Produzido por João Noronha, em parceria com o próprio Siba, projeto é guiado pelo Coco. Coco de Roda, de Embolada, Rural, Zambê e Toré. O resultado mergulha, entre ritmo e poesia, na cultura popular da Mata Norte pernambucana, na música popular brasileira de ascendência nordestina, nos sons que surgem da diáspora africana e seu refluxo nas canções modernas do continente, especialmente no Congo.

Faixa a Faixa por Siba

“Só é Gente Quem Se Diz” se divide em duas partes. A primeira é uma embolada em décimas, a segunda um arremedo irreconhecível de axé. A bicharada deita e rola superando a humanidade, em coerência e dignidade, ao longo da letra.

“Tamanqueiro” é uma carta real, escrita em ritmo de embolada, com o objetivo de encomendar um Tamanco para uso diário. É verdade esse bilête. Na parte instrumental em que o Tamanco é fabricado, escuta-se Arto Lindsay, Edgar, Rafael dos Santos e Dustan Gallas trabalhando com dedicação.

“Barato Pesado” é um frevo abolerado ou o contrário. Panfleto místico de exortação à conversão imediata e absolutamente necessária a qualquer forma de culto à vida e à alegria do presente. Hino da festa como elemento básico de exaltação religiosa.

“Tempo Bom Redondin” é correria inútil contra o tempo que a tudo atravessa. Hino à preguiça e atualização da cansada tese de que não vale a pena levar nada tão a sério. Quem toca Synth nela é Dustan Gallas.
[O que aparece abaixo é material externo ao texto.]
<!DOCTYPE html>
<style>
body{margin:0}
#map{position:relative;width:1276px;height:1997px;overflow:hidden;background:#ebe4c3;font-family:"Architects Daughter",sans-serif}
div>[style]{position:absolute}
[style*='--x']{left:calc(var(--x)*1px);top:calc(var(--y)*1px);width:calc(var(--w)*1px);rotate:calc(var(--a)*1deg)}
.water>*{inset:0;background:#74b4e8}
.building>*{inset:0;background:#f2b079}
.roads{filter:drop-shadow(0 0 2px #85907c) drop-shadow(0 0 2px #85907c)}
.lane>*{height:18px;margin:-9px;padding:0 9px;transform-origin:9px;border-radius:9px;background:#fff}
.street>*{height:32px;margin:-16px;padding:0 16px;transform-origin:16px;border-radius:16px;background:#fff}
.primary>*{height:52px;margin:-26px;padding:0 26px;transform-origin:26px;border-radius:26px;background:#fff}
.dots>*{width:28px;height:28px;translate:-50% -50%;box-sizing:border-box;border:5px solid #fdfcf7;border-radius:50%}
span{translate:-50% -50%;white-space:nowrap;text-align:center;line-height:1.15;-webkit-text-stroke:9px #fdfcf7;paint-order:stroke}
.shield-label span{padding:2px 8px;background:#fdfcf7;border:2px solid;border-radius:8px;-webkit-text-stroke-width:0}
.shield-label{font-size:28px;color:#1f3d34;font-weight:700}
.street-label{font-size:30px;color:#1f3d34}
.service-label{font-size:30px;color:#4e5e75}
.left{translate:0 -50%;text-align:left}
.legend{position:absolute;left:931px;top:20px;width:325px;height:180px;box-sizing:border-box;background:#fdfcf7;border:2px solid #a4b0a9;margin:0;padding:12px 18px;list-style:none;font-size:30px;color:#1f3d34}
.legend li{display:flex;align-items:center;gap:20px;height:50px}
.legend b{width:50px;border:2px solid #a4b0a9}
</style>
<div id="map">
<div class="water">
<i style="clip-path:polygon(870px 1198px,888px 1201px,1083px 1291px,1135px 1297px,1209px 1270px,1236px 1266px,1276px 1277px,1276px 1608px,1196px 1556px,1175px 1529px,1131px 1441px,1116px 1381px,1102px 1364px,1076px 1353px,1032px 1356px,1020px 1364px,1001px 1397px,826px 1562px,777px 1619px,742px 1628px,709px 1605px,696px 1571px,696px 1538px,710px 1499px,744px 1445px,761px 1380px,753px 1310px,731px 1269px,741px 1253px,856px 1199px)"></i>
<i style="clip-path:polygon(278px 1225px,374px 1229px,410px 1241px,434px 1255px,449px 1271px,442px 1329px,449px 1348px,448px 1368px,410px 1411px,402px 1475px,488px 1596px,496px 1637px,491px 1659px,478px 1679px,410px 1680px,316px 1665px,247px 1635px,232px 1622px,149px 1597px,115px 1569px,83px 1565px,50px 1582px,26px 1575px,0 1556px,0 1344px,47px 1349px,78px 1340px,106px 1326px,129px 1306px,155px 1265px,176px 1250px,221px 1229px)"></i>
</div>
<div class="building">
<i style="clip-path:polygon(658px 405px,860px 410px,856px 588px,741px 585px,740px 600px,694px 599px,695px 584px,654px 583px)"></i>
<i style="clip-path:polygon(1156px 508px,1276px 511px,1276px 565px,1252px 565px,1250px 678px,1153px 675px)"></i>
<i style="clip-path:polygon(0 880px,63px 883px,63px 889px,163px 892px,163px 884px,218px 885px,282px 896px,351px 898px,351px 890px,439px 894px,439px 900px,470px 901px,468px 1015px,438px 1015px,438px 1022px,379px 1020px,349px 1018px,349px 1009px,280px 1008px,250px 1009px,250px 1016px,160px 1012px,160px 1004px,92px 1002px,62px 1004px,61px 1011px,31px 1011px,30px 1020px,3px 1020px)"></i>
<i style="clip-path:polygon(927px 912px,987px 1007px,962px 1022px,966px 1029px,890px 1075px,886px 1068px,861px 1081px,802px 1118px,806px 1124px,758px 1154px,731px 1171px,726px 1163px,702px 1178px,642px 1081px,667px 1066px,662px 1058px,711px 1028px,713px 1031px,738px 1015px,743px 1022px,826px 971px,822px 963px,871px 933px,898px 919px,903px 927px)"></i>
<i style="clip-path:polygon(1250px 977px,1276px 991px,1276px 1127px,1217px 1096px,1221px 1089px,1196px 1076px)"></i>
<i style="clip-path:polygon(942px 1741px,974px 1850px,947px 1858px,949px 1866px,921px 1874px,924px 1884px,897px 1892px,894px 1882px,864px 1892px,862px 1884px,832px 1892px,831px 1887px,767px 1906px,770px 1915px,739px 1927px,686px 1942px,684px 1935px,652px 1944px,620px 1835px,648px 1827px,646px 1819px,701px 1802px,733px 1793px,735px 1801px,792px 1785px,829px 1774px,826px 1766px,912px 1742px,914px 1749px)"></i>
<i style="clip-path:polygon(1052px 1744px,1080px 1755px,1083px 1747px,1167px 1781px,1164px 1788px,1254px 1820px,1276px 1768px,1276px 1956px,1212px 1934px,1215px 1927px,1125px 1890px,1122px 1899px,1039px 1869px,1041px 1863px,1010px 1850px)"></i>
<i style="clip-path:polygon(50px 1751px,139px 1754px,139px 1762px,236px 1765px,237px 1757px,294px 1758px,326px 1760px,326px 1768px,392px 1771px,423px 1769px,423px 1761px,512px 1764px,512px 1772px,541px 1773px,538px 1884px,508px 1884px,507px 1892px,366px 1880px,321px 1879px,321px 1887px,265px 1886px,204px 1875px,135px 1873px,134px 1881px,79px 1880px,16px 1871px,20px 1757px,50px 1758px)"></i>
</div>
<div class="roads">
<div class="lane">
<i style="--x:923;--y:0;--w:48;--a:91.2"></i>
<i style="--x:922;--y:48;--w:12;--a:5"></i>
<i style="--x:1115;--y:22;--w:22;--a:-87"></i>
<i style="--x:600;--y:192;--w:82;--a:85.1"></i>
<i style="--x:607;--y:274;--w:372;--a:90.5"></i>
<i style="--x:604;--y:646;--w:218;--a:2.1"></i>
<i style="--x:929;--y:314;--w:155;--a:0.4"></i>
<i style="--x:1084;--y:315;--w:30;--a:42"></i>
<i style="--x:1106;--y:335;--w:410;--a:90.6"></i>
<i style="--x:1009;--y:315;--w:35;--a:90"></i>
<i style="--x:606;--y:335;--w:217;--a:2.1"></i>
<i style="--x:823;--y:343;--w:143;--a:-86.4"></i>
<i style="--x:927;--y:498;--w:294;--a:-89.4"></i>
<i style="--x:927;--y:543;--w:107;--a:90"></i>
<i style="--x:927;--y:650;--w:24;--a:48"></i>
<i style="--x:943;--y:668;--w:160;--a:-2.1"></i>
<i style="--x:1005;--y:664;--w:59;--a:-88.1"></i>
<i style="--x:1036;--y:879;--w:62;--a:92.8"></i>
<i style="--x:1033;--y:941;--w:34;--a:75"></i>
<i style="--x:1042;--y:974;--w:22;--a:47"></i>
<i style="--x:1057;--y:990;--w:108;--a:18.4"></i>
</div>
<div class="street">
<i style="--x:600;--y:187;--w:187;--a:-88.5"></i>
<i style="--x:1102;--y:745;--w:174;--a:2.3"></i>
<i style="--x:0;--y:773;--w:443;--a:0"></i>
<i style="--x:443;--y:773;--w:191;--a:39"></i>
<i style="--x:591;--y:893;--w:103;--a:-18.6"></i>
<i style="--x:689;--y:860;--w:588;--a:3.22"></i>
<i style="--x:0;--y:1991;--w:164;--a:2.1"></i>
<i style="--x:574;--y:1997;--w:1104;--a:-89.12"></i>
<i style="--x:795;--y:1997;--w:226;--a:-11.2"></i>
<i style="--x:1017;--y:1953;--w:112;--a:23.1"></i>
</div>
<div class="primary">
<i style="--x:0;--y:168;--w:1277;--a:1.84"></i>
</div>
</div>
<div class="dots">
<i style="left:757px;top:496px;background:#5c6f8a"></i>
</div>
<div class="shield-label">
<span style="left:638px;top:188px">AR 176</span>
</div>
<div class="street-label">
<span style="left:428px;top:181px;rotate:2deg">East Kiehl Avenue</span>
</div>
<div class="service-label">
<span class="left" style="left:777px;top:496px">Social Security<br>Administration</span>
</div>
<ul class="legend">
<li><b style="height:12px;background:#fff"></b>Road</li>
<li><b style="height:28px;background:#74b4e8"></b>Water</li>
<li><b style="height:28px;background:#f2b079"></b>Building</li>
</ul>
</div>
“Coruja Muda” foi inspirada em um áudio de Fábio Trummer solicitando ao fotógrafo José de Holanda as condições meteorológicas perfeitas para uma foto a ser feita. Discorre sobre o que por ventura venha a ser uma parte de minha parte bicho nessa história toda. Quem canta no final a voz da Coruja é Chico César e o Pajé é Mestre Nico.
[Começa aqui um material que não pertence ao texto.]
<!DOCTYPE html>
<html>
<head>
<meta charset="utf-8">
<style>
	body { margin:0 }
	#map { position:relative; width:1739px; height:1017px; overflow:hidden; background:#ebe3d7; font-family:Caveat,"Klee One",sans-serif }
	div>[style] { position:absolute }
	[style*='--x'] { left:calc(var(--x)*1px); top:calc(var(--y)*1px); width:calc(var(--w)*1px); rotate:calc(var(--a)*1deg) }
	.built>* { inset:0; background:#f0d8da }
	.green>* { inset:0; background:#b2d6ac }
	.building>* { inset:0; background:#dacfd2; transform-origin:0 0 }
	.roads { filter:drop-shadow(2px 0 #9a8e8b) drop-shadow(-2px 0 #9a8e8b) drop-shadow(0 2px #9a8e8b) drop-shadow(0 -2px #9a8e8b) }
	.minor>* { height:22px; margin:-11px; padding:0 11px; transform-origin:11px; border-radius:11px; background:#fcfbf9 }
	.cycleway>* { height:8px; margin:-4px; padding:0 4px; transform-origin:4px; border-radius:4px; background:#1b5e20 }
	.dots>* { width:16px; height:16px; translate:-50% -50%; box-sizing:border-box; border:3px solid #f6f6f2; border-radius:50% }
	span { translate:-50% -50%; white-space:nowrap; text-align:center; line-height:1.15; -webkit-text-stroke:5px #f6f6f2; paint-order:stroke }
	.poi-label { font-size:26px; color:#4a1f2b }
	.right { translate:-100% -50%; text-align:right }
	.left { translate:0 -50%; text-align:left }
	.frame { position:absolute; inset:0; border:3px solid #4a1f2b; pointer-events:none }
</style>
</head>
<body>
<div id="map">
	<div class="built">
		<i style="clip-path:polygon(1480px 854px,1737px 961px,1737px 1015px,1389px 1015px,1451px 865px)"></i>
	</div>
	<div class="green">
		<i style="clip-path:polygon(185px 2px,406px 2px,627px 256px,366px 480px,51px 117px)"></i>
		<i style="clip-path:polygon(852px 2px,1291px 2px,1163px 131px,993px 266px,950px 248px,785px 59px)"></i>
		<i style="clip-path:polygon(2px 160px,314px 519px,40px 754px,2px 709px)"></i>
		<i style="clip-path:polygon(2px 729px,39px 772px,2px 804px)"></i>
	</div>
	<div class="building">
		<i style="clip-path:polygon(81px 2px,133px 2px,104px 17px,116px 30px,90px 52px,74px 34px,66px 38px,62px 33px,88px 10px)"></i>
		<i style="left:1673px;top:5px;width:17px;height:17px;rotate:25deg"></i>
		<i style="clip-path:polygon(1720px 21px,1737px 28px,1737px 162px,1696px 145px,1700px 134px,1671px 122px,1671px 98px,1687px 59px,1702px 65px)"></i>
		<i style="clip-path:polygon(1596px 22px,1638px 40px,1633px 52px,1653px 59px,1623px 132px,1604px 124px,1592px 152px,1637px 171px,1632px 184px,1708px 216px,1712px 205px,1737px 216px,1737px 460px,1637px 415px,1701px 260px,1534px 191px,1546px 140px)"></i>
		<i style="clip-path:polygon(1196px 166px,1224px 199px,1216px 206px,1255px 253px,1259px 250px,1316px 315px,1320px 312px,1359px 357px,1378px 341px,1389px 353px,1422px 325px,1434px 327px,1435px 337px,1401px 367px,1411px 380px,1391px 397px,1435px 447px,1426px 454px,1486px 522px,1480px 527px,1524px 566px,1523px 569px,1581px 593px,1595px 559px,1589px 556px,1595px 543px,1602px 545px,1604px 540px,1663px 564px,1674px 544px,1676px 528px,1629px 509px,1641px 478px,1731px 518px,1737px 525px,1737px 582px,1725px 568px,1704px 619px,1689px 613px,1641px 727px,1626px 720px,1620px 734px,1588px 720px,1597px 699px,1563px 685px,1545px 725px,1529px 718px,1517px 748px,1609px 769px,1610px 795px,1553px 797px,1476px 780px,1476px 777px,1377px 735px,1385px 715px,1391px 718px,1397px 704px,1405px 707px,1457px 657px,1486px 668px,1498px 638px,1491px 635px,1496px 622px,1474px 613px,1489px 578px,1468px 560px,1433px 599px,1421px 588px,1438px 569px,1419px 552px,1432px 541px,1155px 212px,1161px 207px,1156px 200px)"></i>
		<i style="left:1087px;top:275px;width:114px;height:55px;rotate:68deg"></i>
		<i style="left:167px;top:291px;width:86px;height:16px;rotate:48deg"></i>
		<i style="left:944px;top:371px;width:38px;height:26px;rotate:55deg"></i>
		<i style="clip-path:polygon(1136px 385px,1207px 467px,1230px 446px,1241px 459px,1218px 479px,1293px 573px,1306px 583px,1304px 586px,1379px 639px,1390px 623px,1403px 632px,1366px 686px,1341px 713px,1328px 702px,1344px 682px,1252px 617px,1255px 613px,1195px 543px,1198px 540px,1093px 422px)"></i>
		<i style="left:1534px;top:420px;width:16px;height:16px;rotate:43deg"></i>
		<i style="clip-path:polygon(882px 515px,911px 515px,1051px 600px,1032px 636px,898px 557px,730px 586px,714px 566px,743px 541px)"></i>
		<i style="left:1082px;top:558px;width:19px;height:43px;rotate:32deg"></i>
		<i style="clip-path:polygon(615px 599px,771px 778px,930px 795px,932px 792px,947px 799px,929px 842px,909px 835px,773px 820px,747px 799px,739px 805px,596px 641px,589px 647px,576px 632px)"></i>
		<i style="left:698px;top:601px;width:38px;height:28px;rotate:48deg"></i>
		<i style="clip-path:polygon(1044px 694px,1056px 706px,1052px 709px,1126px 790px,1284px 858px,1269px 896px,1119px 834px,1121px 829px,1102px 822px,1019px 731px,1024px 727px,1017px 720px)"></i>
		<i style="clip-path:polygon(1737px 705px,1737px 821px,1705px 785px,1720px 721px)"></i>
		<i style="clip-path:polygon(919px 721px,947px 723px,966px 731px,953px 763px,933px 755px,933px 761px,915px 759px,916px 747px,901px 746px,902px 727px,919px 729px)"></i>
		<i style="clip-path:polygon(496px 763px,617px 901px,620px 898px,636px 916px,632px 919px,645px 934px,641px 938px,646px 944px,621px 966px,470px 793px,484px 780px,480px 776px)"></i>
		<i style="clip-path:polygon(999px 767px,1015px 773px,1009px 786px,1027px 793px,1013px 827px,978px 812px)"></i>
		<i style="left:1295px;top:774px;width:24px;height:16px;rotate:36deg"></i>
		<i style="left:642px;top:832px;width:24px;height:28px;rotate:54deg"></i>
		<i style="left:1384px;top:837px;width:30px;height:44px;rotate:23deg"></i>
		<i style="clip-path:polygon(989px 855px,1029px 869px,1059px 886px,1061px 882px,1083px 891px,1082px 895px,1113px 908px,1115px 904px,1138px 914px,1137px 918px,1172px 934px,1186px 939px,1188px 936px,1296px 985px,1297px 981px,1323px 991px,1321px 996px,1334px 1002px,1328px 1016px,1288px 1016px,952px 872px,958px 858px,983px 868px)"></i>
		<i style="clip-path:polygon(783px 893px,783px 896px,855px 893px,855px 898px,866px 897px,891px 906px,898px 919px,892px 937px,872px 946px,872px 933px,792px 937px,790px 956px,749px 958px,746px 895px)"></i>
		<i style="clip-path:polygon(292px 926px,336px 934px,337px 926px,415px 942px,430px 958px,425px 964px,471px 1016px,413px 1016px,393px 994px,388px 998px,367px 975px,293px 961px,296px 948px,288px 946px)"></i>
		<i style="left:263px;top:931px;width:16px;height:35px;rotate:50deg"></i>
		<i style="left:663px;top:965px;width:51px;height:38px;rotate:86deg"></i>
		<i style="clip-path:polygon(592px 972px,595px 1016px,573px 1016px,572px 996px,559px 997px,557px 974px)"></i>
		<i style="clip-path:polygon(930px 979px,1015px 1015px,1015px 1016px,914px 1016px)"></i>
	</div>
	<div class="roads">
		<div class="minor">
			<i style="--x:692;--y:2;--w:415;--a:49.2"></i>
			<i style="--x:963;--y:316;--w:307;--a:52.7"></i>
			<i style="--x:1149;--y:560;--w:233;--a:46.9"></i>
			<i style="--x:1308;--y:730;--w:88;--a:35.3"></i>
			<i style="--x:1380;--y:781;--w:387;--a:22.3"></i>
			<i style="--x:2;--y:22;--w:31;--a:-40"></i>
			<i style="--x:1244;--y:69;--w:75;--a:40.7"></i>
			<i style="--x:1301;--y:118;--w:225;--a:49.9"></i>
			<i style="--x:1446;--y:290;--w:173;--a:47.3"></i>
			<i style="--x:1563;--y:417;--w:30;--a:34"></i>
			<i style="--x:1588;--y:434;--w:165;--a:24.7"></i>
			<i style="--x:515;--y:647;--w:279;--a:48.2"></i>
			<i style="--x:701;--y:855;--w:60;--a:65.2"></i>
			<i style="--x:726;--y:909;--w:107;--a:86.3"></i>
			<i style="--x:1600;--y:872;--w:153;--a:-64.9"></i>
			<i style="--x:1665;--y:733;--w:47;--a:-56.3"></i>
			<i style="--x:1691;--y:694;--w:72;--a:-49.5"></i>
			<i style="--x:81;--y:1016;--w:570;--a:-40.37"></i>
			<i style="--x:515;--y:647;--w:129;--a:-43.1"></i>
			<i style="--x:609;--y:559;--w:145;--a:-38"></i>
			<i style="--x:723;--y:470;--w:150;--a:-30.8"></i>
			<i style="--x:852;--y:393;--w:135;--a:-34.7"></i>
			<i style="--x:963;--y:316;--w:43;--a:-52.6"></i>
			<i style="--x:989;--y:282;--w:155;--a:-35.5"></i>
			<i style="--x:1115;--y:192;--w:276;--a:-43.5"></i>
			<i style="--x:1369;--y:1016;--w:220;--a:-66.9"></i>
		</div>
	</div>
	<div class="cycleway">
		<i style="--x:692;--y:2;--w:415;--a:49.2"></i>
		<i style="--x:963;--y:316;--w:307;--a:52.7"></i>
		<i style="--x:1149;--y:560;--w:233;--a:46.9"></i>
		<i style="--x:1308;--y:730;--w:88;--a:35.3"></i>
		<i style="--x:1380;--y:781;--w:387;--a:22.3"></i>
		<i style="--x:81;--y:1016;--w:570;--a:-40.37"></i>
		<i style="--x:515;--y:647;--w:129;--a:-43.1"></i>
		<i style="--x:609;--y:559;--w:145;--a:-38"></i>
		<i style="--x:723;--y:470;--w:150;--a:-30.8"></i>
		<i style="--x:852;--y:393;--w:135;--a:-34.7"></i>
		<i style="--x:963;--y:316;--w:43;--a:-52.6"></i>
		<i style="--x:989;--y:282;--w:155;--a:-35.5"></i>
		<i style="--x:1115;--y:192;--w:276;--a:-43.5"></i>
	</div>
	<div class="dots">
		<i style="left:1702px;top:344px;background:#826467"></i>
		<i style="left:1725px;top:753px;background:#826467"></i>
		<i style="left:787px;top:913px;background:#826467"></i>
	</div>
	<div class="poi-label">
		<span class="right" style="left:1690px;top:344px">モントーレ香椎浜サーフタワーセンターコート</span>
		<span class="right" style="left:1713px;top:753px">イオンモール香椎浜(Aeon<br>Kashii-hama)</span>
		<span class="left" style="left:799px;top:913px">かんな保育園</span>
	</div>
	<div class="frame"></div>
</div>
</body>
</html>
Em “Daqui Pracolá”, fauna e flora de minhas vivências de infância no Agreste Pernambucano brincam de vida e lutam de morte. Tive essa sorte de ter família com lastro forte no interior, natureza fofinha não é muito a minha…

“Carcará de Gaiola”. Tem bicho que não foi feito pra gaiola. Quando está preso, carrega muitos pra dentro consigo. Não consegui evitar o Baque Solto, nem nesse disco. Na orquestra, Galego do Trombone, Roberto Manoel e Maestro Minuto, da Fuloresta.

“Azda” é um atestado definitivo da cara de pau e falta de noção deste poeta em se meter a fazer uma versão de um clássico da música congolesa que sempre o assombrou pela beleza. Antes de desistir descobri que a música era na verdade um jingle de Franco para uma loja da Wolkswagen em kinshasa. Nada é tão sério assim, afinal de contas.

Em “O Que Não Há” dou um passo em direção ao verso não metrificado, embora não chegue longe. Tem muito mais influência das longas canções de Franco com a banda OK Jazz nos anos 70 do que seria capaz de esconder. Fala da violência muda da classe média brasileira.

“Toda vez que eu dou um passo / O mundo sai do lugar (Slight Return) é a versão atualizada desta música que sou obrigado a tocar mesmo quando não quero. Atravessou todas as mutações que meu trabalho sofreu desde que ela existe. É a música que fecha os shows também.

“Meu Time” é a segunda faixa extra do disco. Tá aí porque cresceu muito com as versões e os anos de estrada e pra provar que não sou oportunista. Fiquei calado na Copa e relancei a faixa fora de época mais uma vez.